Сейчас пустовавшая эстрада под балдахином с кисточками была задернута розовым занавесом.

За стойкой виднелись два больших куба – в одном автоматически, размеренно перемешивался апельсиновый сок, в другом – лимонный.

– Весь вечер его перемешивают, – сказал вдруг дон Лотарио. – Перемешали бы в миксере – и довольно, как ты думаешь?

– Наверное, специально, чтобы вызвать жажду у клиента. Чего только не придумают, чтобы вытянуть у посетителя несколько лишних монет, – заметил Плинио.

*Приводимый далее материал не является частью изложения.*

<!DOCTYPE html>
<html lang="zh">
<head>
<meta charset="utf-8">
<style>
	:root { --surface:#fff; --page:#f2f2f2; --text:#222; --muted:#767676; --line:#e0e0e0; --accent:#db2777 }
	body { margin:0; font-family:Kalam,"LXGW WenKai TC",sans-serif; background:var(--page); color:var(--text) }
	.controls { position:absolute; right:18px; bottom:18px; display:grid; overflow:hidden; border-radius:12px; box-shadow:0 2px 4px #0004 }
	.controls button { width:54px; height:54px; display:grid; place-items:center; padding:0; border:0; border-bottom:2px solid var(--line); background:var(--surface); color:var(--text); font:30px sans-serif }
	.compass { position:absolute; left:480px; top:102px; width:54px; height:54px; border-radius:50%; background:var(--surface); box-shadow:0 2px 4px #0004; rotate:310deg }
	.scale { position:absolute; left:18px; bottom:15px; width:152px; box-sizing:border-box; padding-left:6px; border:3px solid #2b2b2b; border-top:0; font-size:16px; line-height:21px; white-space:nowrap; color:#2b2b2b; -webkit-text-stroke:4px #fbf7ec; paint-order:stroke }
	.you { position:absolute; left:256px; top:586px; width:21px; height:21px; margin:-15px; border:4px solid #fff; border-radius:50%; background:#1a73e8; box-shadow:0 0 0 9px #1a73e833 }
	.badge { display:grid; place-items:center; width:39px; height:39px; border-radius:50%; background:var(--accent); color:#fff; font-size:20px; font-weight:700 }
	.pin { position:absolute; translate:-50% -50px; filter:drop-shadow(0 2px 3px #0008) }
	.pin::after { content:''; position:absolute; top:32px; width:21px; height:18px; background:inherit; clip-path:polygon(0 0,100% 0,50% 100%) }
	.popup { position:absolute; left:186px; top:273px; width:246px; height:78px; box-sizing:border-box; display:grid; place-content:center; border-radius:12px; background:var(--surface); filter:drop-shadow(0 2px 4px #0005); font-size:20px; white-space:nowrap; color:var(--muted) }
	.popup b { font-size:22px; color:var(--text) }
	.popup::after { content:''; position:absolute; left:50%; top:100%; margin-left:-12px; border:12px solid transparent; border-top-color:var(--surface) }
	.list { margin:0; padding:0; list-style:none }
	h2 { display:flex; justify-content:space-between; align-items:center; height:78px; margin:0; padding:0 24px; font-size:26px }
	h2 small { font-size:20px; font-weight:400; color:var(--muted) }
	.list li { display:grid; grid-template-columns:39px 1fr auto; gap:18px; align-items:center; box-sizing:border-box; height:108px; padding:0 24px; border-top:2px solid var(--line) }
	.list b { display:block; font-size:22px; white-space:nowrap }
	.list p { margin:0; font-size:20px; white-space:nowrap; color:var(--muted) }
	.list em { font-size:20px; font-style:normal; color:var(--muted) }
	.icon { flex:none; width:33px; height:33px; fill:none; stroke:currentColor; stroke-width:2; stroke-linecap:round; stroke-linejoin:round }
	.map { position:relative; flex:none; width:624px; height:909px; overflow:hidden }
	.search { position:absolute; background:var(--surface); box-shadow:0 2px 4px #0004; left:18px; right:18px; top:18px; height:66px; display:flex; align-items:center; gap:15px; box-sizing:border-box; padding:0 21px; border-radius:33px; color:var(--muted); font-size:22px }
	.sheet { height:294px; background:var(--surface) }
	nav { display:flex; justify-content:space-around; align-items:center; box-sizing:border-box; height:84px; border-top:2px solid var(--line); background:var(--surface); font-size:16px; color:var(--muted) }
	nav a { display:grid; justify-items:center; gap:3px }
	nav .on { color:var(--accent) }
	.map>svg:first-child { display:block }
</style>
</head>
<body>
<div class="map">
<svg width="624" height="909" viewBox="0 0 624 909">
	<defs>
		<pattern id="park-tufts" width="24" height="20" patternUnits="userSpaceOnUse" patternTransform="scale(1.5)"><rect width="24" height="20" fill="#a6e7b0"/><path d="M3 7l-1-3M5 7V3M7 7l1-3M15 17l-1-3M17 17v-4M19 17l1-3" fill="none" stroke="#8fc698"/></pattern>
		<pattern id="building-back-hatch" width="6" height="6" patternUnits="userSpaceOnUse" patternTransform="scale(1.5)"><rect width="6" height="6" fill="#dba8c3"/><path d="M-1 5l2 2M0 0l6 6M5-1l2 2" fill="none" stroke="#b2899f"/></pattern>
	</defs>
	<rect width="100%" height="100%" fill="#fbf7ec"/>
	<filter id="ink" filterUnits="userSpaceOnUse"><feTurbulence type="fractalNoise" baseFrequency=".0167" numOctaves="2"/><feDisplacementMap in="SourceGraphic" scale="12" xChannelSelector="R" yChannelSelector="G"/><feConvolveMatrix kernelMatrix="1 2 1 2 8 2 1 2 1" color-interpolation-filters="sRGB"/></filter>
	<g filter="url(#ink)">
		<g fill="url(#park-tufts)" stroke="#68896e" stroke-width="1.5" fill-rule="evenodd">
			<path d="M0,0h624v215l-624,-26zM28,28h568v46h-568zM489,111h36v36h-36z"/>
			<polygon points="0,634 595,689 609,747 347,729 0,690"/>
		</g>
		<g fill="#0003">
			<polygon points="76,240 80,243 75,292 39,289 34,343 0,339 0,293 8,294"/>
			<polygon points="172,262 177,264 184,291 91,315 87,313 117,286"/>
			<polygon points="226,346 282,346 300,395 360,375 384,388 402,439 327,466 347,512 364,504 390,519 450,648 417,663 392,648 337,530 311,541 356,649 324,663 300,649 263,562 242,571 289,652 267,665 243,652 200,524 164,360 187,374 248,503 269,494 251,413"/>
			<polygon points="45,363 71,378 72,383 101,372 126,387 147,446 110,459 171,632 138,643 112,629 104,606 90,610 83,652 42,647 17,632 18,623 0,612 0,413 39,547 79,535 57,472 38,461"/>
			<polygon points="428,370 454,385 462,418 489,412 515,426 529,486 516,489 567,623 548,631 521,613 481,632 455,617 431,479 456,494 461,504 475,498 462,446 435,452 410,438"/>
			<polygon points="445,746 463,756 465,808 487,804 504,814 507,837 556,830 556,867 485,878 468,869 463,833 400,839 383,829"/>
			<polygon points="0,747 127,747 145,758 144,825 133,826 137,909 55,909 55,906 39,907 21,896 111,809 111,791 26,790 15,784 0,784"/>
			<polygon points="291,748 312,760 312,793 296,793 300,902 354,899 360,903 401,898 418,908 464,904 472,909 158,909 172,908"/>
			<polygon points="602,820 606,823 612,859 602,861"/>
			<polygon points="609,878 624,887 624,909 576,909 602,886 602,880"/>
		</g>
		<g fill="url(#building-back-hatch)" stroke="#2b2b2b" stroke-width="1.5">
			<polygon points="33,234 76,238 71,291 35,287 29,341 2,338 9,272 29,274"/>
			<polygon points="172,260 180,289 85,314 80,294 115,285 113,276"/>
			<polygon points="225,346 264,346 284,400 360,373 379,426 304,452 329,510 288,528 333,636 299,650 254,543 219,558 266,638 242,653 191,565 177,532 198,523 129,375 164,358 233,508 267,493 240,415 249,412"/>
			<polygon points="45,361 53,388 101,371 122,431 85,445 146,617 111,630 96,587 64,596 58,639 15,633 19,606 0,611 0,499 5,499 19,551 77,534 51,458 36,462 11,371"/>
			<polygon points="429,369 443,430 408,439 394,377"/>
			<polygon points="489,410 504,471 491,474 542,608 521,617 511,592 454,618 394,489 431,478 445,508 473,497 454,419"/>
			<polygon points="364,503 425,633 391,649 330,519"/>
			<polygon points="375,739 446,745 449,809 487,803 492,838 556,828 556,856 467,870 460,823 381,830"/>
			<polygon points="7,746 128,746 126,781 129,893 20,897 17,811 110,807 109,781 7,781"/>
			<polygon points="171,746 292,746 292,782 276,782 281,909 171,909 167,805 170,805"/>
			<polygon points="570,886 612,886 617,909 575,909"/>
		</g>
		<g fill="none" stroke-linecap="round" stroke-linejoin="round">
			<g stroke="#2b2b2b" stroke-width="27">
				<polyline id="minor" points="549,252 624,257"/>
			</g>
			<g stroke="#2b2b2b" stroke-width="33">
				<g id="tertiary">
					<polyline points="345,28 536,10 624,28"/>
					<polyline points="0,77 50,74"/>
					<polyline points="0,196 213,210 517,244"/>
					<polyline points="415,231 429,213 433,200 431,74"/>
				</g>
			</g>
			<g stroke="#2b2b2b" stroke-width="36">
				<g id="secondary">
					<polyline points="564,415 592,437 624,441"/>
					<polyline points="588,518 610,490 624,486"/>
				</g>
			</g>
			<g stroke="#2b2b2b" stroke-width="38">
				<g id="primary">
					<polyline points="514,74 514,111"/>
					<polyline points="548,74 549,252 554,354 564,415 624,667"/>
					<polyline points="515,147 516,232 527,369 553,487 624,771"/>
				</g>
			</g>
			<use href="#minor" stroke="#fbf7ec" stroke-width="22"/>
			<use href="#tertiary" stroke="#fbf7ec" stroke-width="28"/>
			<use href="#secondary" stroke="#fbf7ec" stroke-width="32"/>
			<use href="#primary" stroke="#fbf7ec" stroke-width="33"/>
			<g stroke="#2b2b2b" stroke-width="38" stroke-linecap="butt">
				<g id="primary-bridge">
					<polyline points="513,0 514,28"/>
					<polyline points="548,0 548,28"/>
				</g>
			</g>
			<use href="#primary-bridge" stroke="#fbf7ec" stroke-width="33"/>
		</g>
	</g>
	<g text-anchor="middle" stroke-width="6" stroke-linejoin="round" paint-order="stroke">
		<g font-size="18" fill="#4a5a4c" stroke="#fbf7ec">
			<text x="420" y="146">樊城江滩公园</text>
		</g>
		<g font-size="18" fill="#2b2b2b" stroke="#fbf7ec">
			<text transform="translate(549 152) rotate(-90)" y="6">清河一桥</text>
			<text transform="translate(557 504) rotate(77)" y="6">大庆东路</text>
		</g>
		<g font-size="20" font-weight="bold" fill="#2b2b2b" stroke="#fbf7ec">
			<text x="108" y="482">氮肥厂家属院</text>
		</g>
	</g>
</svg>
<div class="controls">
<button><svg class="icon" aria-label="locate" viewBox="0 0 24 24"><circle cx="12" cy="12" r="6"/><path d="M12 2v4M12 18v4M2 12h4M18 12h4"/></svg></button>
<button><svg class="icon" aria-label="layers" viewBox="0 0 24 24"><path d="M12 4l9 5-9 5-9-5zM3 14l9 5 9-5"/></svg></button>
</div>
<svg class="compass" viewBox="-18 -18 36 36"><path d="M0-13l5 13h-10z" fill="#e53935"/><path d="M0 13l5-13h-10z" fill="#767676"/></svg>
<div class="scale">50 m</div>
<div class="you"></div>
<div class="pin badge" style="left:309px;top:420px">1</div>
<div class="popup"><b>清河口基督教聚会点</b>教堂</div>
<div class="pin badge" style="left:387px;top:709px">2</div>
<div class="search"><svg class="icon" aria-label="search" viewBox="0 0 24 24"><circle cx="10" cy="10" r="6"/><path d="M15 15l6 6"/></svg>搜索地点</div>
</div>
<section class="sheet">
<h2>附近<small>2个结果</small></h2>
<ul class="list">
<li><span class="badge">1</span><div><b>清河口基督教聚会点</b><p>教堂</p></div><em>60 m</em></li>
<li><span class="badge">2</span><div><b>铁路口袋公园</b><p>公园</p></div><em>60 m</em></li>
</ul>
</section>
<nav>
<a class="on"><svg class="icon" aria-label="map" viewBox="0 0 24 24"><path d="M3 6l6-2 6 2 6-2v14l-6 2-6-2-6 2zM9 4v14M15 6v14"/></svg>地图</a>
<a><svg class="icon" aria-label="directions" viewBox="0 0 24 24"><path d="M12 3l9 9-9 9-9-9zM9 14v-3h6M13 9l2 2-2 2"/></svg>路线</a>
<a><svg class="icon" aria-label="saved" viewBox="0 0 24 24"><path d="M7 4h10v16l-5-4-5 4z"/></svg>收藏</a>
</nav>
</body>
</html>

Постепенно кафе наполнялось. Мужчины, судя по виду селяне, собирались группками. Некоторые сидели, нахлобучив шляпу или берет, кто-то скреб затылок, не снимая шляпы, как, случалось, делал это и Плинио, или, подперев подбородок ладонью, зевал во весь рот. Были тут и вполне обеспеченные, которые жили на ренту или же на пенсию, а то и на помощь от детей. На большинстве были коричневые костюмы и зеленые шляпы. Говорили они размеренно, поучающе, воздевая кверху руки, с видом презрительным, в давно вышедшей из моды манере. От ближайшей группки долетели обрывки разговоров, пересыпанные названиями имений: «Луг сеньора священника», «Дом на старой меже», и подробности насчет купли, продажи, налогов. У некоторых, наверное, полно было внуков, скорее всего, они не очень-то ладили с невестками и сюда приходили скоротать остаток дня. Они выглядели ужасно одинокими и все, что ни делали, делали с невозмутимым спокойствием: придвинут кофе, бросят туда сахар, размешают, закурят сигарету. Это было единственное, чем они могли заняться до ужина, и растянуть это занятие они собирались как можно дольше. Некоторые, сдвинув очки на кончик носа, листали и перелистывали утренние газеты. Нередко в таком кружке можно было увидеть молодого человека, судя по виду, только что приехавшего в Мадрид, и он, выбитый из привычной колеи, жался к старшим – односельчанам или родственникам. За одним из столиков сидели две женщины с огромными сумками – волосы забраны в пучок, черные вязаные кофточки; они откровенно дремали, прикрыв глаза и свесив голову с двойным подбородком на грудь. Одна из них ни с того ни с сего вдруг встрепенулась, открыла глаза и схватилась за большую пластиковую сумку, стоявшую на столе, и, убедившись, что все в порядке, опять погрузилась в сон.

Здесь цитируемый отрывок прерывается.